Task instructions:
The required output is all lines below that contain the word "hospital".

Records to use:

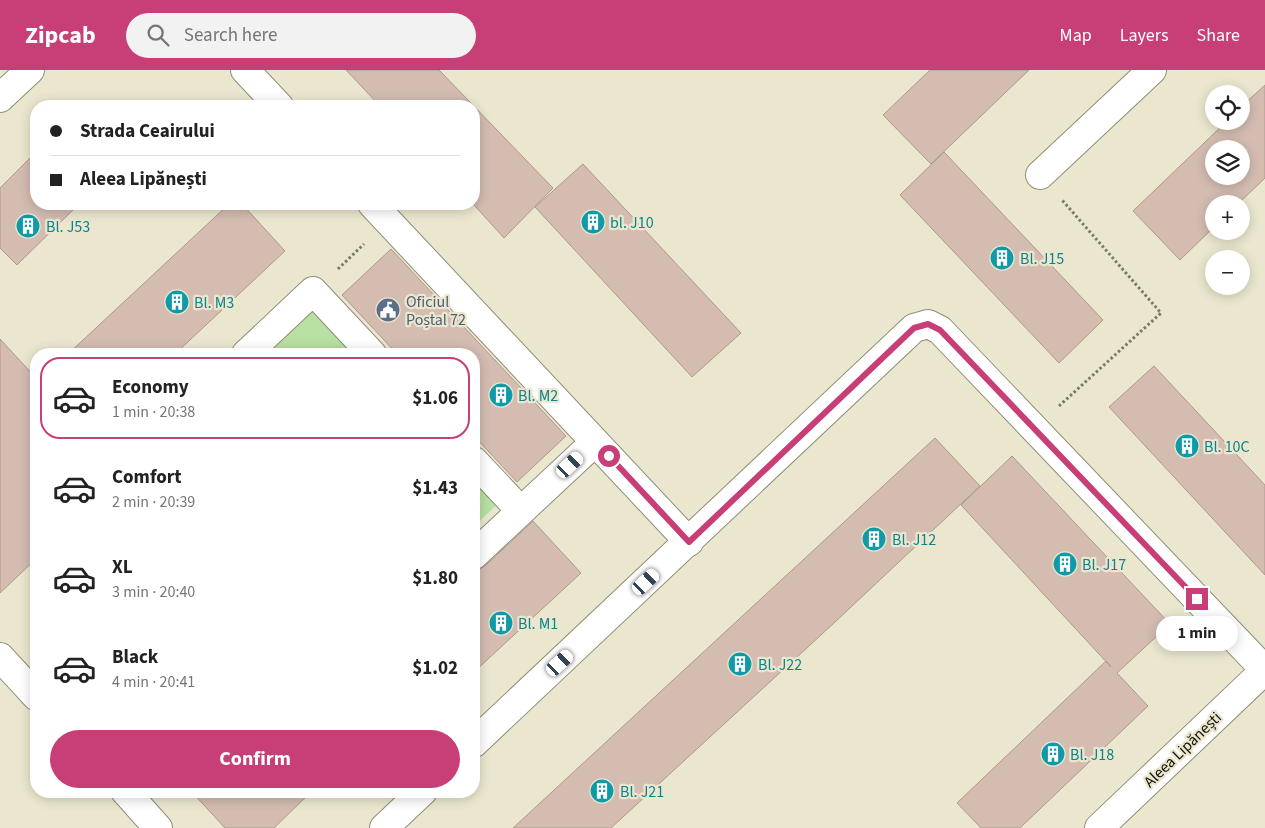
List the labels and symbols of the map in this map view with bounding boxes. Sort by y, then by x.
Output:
building icon: bl. J10 [580,209,606,235]
place label: bl. J10 [610,212,654,234]
building icon: Bl. J53 [15,213,41,239]
place label: Bl. J53 [46,216,90,238]
building icon: Bl. J15 [989,245,1015,271]
place label: Bl. J15 [1020,248,1064,270]
building icon: Bl. M3 [164,289,190,315]
place label: Oficiul Poștal 72 [406,291,466,331]
place label: Bl. M3 [194,292,234,314]
public building icon: Oficiul Poștal 72 [375,297,401,323]
building icon: Bl. M2 [488,382,514,408]
place label: Bl. M2 [518,385,558,407]
building icon: Bl. 10C [1174,433,1200,459]
place label: Bl. 10C [1204,436,1250,458]
route start [598,445,620,467]
car [553,449,586,481]
building icon: Bl. J12 [861,526,887,552]
place label: Bl. J12 [892,529,936,551]
building icon: Bl. J17 [1052,551,1078,577]
place label: Bl. J17 [1082,554,1126,576]
car [629,566,662,598]
route end [1186,588,1208,610]
building icon: Bl. M1 [488,610,514,636]
place label: Bl. M1 [518,613,558,635]
callout: 1 min [1156,616,1238,652]
car [543,647,576,679]
building icon: Bl. J22 [727,651,753,677]
place label: Bl. J22 [758,654,802,676]
street label: Aleea Lipănești [1139,707,1226,793]
building icon: Bl. J18 [1040,741,1066,767]
place label: Bl. J18 [1070,744,1114,766]
building icon: Bl. J21 [589,778,615,804]
place label: Bl. J21 [620,781,664,803]

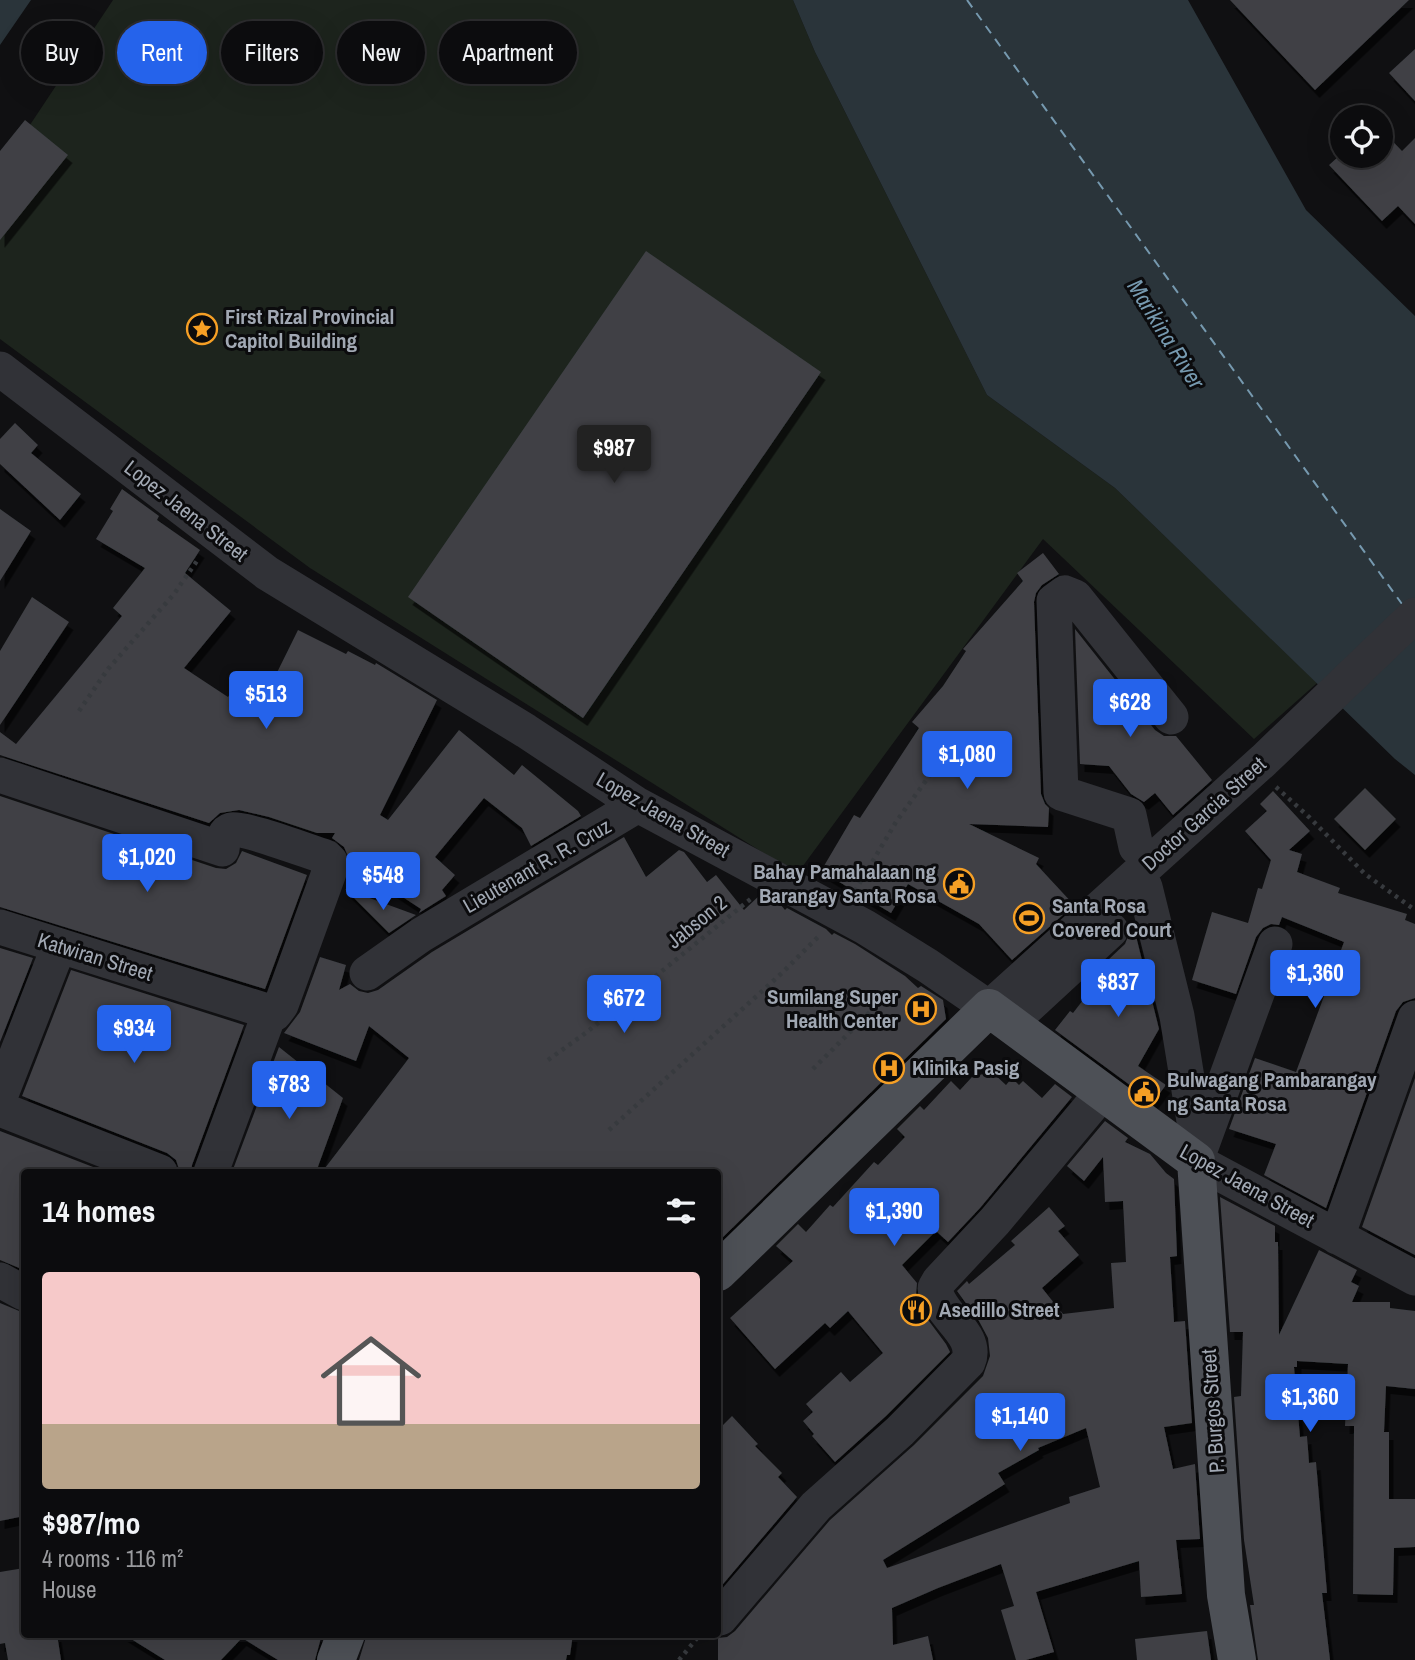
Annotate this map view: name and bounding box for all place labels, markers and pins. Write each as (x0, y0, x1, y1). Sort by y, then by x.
place label: First Rizal Provincial Capitol Building (225, 302, 394, 355)
place icon: First Rizal Provincial Capitol Building (185, 312, 219, 346)
pin: $987 (573, 426, 655, 485)
pin: $513 (225, 672, 307, 731)
pin: $628 (1089, 680, 1171, 739)
pin: $1,080 (910, 732, 1024, 791)
pin: $1,020 (90, 834, 204, 894)
pin: $548 (342, 852, 424, 912)
place label: Bahay Pamahalaan ng Barangay Santa Rosa (753, 857, 936, 910)
public building icon: Bahay Pamahalaan ng Barangay Santa Rosa (942, 867, 976, 901)
place label: Santa Rosa Covered Court (1052, 891, 1172, 944)
sports icon: Santa Rosa Covered Court (1012, 901, 1046, 935)
pin: $1,360 (1258, 950, 1372, 1010)
pin: $837 (1077, 960, 1159, 1019)
pin: $672 (583, 976, 665, 1035)
place label: Sumilang Super Health Center (767, 982, 898, 1035)
hospital icon: Sumilang Super Health Center (904, 992, 938, 1026)
pin: $934 (93, 1006, 175, 1065)
hospital icon: Klinika Pasig (872, 1051, 906, 1085)
place label: Klinika Pasig (912, 1053, 1020, 1082)
pin: $783 (248, 1062, 330, 1121)
place label: Bulwagang Pambarangay ng Santa Rosa (1167, 1065, 1377, 1118)
public building icon: Bulwagang Pambarangay ng Santa Rosa (1127, 1075, 1161, 1109)
pin: $1,390 (837, 1188, 951, 1248)
restaurant icon: Asedillo Street (899, 1293, 933, 1327)
place label: Asedillo Street (939, 1295, 1060, 1324)
pin: $1,360 (1253, 1374, 1367, 1434)
pin: $1,140 (963, 1394, 1077, 1453)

Response below:
hospital icon: Sumilang Super Health Center (904, 992, 938, 1026)
hospital icon: Klinika Pasig (872, 1051, 906, 1085)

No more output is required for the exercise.